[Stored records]

------------------------------------------------------------

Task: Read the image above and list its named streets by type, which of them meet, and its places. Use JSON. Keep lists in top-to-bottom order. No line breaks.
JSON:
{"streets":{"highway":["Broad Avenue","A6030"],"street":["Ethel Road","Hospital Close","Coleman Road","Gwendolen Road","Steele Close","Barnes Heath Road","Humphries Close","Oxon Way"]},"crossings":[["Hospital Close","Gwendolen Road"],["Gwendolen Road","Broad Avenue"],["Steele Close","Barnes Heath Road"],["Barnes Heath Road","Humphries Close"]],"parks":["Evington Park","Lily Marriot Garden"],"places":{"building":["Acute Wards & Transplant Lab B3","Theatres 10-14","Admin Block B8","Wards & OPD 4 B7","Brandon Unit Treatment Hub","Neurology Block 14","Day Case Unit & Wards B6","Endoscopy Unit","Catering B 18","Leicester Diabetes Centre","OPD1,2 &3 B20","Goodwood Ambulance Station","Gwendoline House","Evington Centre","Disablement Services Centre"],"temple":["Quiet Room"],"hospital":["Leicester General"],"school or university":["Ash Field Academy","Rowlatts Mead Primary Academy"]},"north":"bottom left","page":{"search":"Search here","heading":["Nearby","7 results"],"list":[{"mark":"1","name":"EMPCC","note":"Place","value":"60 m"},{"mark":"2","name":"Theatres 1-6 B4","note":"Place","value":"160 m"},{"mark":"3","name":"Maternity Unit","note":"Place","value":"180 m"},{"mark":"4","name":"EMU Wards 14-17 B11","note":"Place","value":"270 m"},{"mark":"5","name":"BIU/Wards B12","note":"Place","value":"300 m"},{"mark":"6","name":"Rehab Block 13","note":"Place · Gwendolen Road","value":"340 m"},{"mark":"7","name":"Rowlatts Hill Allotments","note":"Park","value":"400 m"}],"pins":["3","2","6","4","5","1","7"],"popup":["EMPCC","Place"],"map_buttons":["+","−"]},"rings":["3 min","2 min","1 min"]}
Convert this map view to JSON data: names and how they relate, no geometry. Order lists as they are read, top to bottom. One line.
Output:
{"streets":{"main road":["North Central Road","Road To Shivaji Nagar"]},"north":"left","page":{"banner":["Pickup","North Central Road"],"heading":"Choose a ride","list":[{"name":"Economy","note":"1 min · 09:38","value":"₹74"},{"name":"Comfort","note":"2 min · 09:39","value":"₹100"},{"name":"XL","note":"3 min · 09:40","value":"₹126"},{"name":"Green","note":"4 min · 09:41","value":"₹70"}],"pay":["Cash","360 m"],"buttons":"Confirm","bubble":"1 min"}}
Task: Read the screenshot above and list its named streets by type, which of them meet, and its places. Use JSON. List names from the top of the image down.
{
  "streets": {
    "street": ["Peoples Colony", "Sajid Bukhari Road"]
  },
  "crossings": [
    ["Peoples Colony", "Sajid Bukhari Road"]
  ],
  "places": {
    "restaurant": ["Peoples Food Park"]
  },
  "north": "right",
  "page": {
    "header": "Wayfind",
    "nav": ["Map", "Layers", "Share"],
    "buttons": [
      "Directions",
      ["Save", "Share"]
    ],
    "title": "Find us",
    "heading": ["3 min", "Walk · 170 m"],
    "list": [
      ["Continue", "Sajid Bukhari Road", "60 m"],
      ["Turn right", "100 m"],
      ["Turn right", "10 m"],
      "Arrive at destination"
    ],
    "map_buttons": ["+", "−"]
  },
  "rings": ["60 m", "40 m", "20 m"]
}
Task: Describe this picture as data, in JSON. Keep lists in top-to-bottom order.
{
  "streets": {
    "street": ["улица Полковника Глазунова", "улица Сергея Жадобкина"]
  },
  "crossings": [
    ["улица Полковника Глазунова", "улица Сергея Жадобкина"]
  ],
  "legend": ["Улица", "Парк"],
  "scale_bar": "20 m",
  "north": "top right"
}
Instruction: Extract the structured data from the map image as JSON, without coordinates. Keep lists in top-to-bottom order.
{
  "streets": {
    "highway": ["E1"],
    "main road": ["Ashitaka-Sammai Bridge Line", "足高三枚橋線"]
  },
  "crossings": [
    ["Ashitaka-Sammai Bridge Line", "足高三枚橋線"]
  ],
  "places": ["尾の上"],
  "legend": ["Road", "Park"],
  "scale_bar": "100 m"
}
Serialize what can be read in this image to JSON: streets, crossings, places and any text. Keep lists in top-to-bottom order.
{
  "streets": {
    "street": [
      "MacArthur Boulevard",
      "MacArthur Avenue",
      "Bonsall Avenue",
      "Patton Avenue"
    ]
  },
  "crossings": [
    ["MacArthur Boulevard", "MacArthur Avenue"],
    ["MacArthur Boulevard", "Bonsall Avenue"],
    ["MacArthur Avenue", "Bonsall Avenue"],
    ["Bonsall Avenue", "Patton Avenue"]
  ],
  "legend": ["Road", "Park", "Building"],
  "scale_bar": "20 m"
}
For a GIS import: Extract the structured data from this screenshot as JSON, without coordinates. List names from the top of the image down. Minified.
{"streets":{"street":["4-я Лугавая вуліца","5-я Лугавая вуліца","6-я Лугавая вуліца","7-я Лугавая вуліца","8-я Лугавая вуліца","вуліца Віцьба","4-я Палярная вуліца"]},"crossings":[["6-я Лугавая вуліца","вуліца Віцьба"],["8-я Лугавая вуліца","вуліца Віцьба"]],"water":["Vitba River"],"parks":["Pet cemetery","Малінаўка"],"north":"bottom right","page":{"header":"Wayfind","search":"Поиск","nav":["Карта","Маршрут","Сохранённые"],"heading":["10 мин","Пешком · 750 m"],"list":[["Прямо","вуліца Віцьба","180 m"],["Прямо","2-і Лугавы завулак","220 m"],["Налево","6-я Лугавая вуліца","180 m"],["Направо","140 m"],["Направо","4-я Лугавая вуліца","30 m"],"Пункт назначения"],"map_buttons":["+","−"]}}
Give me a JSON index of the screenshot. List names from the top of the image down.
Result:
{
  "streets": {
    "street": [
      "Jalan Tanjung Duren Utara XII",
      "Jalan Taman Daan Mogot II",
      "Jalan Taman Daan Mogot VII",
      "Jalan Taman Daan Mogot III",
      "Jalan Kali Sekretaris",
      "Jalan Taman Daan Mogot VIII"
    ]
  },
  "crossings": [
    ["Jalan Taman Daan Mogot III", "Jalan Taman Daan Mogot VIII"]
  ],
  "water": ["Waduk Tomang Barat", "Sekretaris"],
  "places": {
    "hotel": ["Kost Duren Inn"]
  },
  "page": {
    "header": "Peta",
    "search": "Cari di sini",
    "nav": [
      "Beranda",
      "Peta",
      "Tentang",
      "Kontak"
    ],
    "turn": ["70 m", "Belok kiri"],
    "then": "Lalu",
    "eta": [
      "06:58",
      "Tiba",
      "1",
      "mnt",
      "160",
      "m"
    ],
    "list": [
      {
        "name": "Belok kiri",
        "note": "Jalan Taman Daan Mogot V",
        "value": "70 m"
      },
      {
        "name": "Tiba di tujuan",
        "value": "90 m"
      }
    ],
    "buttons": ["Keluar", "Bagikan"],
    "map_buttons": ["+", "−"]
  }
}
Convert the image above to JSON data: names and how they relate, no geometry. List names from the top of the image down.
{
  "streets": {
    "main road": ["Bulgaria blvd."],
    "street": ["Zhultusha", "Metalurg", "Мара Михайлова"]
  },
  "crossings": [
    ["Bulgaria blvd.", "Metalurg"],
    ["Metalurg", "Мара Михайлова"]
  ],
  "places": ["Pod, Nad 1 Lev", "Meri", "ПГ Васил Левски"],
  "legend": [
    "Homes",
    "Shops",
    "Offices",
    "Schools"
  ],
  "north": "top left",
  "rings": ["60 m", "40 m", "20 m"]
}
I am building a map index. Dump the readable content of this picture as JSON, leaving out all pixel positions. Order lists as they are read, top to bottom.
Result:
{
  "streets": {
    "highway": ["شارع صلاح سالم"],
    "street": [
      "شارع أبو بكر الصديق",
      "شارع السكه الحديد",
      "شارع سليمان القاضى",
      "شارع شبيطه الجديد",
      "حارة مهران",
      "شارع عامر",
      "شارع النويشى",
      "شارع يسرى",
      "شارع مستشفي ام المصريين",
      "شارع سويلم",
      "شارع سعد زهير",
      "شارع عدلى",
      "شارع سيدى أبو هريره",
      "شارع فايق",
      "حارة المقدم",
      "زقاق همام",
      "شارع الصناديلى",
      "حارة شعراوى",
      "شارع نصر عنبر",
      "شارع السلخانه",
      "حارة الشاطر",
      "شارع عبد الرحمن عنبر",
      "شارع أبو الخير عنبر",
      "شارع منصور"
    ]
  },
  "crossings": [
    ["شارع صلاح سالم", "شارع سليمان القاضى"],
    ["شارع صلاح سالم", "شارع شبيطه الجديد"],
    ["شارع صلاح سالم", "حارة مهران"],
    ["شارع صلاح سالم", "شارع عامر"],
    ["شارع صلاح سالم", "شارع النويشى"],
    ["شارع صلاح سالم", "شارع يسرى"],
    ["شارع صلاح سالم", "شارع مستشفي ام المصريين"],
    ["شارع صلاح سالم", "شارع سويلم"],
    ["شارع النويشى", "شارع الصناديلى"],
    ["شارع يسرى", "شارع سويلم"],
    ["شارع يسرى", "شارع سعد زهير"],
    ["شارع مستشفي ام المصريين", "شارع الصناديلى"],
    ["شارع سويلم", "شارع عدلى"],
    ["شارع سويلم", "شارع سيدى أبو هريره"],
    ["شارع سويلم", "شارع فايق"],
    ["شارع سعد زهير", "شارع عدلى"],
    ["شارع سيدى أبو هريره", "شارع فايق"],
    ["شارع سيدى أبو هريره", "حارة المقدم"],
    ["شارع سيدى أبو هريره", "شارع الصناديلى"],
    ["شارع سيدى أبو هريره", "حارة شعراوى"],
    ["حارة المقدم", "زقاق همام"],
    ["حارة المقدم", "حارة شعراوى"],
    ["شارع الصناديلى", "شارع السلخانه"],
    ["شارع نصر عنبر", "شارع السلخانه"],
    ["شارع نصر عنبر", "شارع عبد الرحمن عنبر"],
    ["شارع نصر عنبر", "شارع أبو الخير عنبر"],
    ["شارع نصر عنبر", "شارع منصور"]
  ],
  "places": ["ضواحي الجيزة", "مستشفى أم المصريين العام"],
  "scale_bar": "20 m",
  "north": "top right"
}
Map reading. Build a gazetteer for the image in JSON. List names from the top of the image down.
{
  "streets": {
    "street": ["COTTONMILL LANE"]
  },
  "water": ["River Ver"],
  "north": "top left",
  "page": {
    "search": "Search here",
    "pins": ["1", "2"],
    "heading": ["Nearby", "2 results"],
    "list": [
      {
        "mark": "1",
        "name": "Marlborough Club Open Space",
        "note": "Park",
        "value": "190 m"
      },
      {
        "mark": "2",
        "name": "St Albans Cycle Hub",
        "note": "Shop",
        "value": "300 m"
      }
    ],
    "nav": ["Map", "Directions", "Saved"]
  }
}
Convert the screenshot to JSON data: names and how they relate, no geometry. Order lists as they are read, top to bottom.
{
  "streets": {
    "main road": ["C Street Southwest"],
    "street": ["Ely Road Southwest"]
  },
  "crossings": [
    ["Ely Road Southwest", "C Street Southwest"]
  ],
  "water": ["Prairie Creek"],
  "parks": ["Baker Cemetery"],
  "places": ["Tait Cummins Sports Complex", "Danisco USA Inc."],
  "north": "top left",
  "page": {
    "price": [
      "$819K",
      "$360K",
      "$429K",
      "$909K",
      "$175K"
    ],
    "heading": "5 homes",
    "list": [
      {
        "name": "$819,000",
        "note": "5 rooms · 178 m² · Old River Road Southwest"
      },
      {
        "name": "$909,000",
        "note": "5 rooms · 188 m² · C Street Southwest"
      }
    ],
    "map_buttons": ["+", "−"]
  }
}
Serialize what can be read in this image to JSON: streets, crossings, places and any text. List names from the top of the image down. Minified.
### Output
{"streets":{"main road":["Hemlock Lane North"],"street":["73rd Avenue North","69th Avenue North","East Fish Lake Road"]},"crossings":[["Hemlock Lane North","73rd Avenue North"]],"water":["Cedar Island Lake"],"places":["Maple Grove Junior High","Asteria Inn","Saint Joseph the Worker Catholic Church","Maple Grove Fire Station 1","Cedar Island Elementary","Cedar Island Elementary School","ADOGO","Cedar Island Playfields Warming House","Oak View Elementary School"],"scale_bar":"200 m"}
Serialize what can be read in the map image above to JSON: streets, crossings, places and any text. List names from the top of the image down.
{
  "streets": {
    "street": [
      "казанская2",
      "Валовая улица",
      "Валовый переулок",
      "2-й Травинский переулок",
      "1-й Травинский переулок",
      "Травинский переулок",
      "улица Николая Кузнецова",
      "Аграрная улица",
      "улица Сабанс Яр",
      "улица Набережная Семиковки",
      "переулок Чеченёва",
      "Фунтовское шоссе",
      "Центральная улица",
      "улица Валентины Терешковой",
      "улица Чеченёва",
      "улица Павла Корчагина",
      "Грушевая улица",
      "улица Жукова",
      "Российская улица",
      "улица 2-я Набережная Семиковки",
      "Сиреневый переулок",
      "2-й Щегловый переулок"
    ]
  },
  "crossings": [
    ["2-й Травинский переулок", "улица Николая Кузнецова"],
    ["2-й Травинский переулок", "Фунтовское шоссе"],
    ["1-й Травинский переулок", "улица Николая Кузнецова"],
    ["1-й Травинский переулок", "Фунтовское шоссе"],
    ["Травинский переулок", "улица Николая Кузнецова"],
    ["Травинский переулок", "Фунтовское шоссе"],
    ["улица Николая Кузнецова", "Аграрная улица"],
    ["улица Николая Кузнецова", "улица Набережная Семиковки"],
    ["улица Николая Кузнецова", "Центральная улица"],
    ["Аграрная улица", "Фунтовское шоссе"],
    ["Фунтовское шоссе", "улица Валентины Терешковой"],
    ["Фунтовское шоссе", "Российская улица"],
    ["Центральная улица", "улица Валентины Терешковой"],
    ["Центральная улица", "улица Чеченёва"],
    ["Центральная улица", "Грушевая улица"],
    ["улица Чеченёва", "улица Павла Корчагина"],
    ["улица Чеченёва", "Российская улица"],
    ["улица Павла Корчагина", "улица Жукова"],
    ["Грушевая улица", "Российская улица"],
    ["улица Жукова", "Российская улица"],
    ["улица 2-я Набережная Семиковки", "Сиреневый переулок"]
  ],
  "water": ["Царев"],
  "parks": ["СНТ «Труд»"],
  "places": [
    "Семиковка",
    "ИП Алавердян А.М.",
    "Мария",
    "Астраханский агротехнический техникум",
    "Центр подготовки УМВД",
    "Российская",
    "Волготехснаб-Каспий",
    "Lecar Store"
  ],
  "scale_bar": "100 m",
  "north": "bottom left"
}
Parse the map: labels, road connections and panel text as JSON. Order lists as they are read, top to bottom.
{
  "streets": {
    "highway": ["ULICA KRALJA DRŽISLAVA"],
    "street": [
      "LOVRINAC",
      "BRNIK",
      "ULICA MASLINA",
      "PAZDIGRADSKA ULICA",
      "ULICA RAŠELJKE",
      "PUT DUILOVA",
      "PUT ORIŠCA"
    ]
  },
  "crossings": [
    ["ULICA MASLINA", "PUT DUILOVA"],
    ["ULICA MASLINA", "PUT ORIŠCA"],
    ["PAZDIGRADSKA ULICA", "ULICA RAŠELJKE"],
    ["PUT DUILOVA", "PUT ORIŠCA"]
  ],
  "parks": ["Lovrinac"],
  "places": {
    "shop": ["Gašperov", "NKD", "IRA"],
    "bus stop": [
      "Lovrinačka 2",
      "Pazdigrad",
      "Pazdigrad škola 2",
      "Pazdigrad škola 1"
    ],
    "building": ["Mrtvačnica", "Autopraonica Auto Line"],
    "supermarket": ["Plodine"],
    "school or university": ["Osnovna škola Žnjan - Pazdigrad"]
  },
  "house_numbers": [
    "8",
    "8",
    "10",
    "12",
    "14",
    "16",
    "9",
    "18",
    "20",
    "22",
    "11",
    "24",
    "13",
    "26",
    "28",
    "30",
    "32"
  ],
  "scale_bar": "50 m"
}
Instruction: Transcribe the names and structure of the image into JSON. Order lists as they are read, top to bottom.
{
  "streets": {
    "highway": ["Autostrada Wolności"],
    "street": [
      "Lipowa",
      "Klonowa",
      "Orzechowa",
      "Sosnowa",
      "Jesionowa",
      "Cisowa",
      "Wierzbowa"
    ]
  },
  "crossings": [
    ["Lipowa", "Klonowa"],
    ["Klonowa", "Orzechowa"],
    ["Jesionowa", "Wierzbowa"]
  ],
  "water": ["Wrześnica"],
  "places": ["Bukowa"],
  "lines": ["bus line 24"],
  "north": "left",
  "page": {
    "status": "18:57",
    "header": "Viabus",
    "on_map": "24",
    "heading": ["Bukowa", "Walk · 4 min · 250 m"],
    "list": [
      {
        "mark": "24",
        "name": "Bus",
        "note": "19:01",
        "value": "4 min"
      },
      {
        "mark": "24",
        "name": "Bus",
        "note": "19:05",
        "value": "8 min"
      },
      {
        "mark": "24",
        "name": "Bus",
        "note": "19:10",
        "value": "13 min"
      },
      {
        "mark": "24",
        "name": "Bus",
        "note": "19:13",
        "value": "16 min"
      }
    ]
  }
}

------------------------------------------------------------

● **GOAL OF THE EXERCISE**
Report, from the entries above, each line where "Жадобкина" is found.

● **RESPONSE AREA**
    "street": ["улица Полковника Глазунова", "улица Сергея Жадобкина"]
    ["улица Полковника Глазунова", "улица Сергея Жадобкина"]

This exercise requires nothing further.